[EXERCISE INPUTS]:
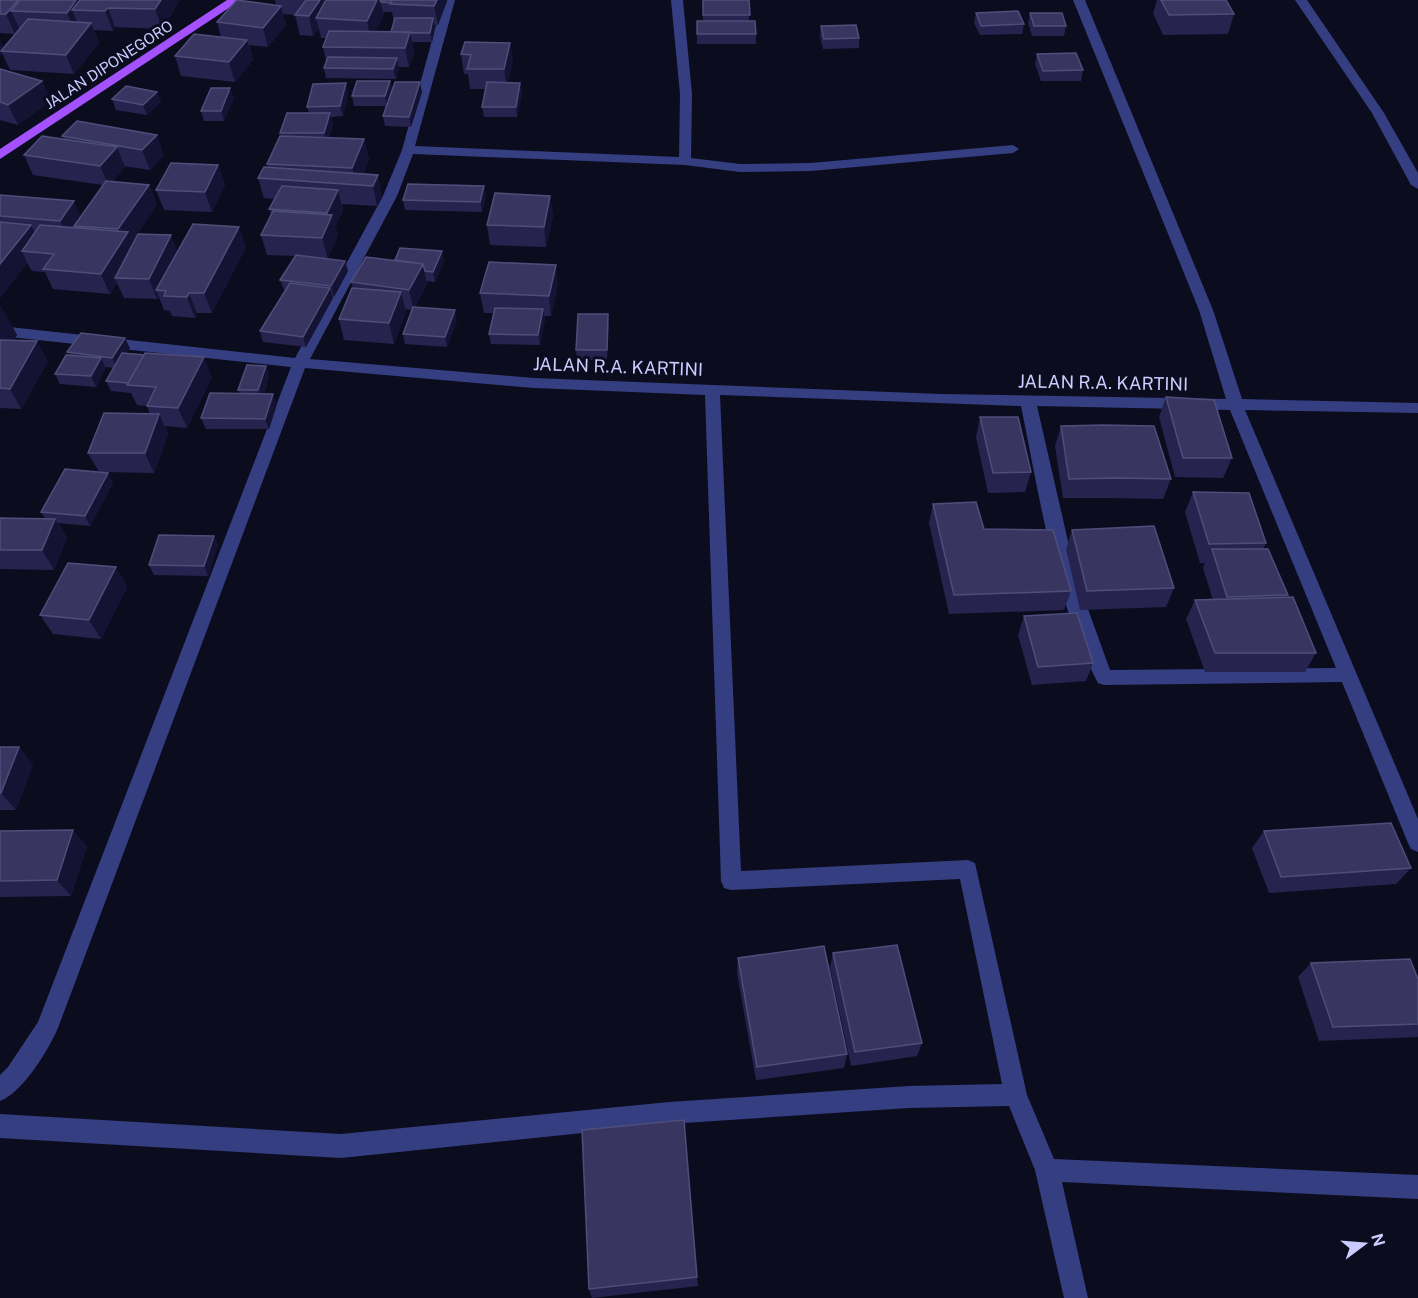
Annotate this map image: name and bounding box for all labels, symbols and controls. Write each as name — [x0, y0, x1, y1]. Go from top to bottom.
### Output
street label: JALAN DIPONEGORO — [41, 17, 176, 112]
street label: JALAN R.A. KARTINI — [533, 353, 703, 380]
street label: JALAN R.A. KARTINI — [1018, 371, 1188, 394]
north arrow — [1334, 1214, 1394, 1274]
text: N — [1367, 1231, 1389, 1249]

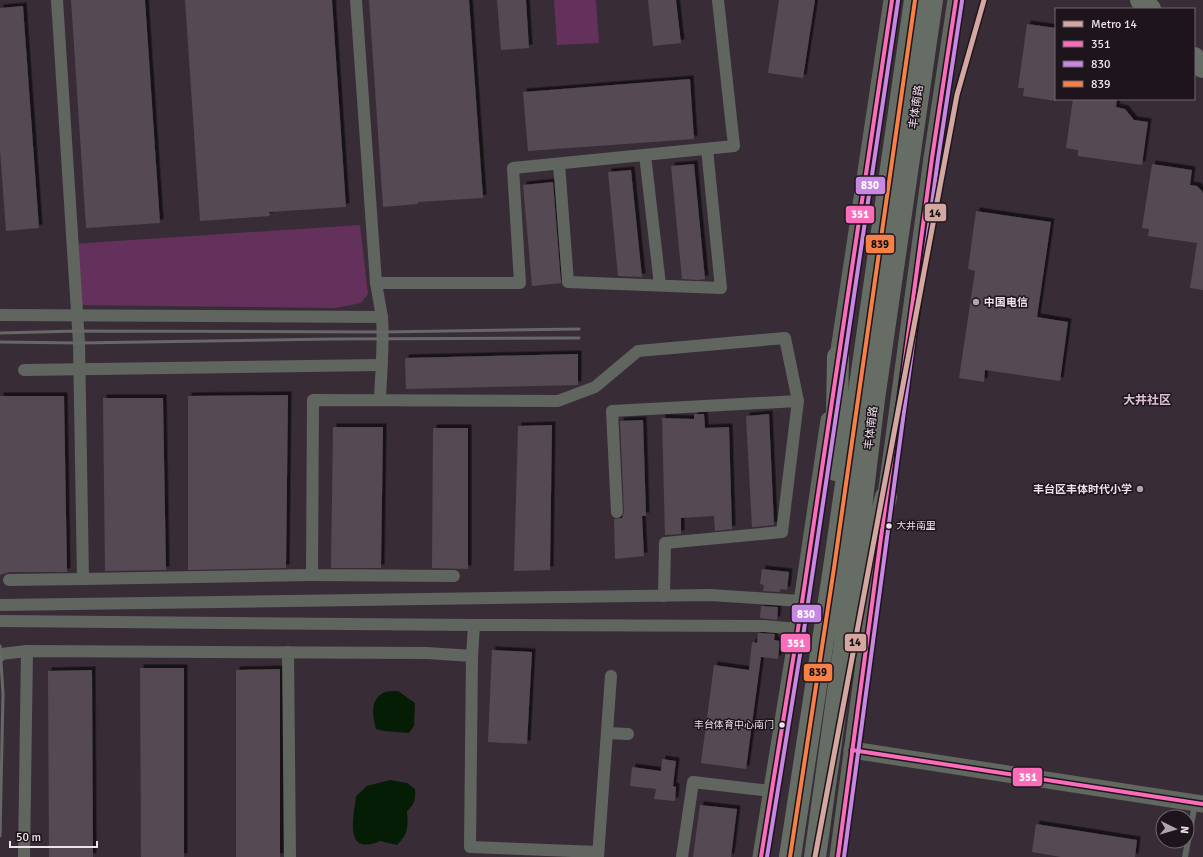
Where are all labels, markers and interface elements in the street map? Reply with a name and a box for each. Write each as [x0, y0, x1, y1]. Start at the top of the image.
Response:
legend [1055, 8, 1195, 100]
text: Metro 14 [1091, 17, 1137, 32]
text: 351 [1091, 37, 1110, 52]
text: 830 [1091, 57, 1110, 72]
text: 839 [1091, 77, 1110, 92]
street label: 丰体南路 [907, 84, 925, 130]
line badge: 830 [855, 176, 886, 195]
text: 830 [861, 179, 879, 192]
line badge: 14 [924, 203, 947, 222]
line badge: 351 [845, 205, 875, 224]
text: 14 [929, 207, 941, 220]
text: 351 [851, 208, 869, 221]
line badge: 839 [865, 234, 895, 254]
text: 839 [871, 238, 889, 251]
place label: 中国电信 [984, 296, 1028, 309]
marker: 中国电信 [971, 297, 981, 307]
district label: 大井社区 [1123, 393, 1171, 408]
street label: 丰体南路 [862, 405, 880, 451]
place label: 丰台区丰体时代小学 [1033, 483, 1132, 496]
marker: 丰台区丰体时代小学 [1135, 484, 1145, 494]
place label: 大井南里 [896, 520, 936, 532]
marker: 大井南里 [884, 521, 894, 531]
line badge: 830 [791, 604, 822, 623]
text: 830 [797, 608, 815, 621]
line badge: 351 [780, 633, 811, 653]
line badge: 14 [844, 633, 867, 652]
text: 14 [849, 636, 861, 649]
text: 351 [787, 637, 805, 650]
line badge: 839 [803, 663, 833, 682]
text: 839 [809, 666, 827, 679]
place label: 丰台体育中心南门 [694, 719, 774, 731]
marker: 丰台体育中心南门 [777, 720, 787, 730]
line badge: 351 [1012, 767, 1043, 787]
text: 351 [1019, 771, 1037, 784]
north arrow [1155, 809, 1195, 849]
scale bar [10, 823, 97, 849]
text: N [1178, 825, 1191, 834]
text: 50 m [16, 830, 41, 845]

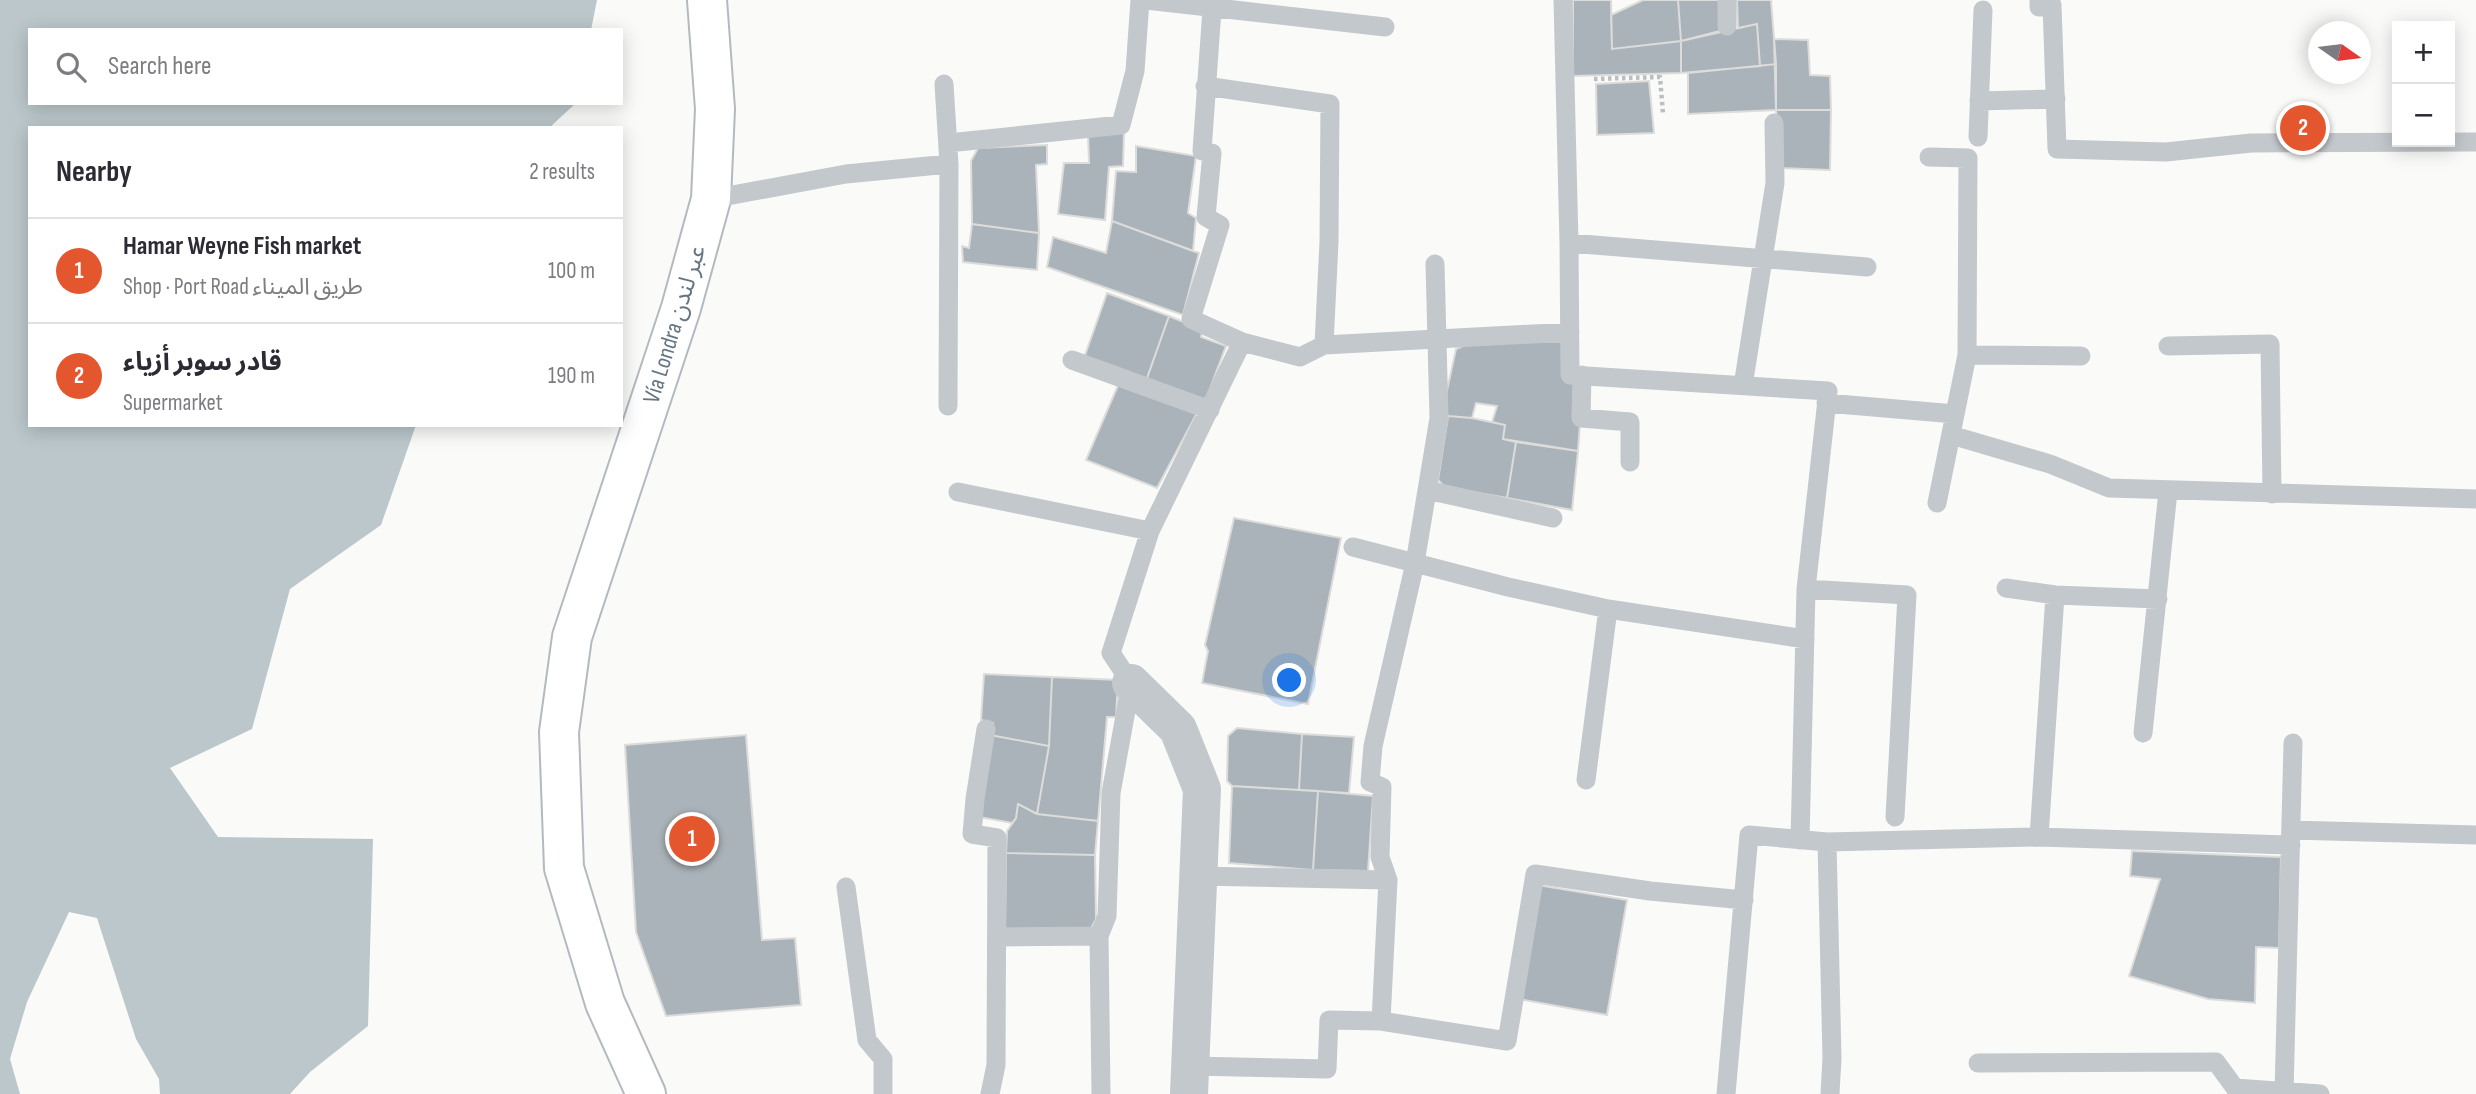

[PROBLEM TO WORK ON]:
Check each line of the material for "image". Copy the ones that have it.

[RESULT OF THIS EXERCISE]:
Annotate this map image: name and bounding box for all labels, symbols and controls. Write each as name — [x0, y0, x1, y1]. Go from top to bottom.
Where are all labels, markers and interface elements in the street map? Reply with a name and a box for each. Write each as [x0, y0, x1, y1]. Start at the top of the image.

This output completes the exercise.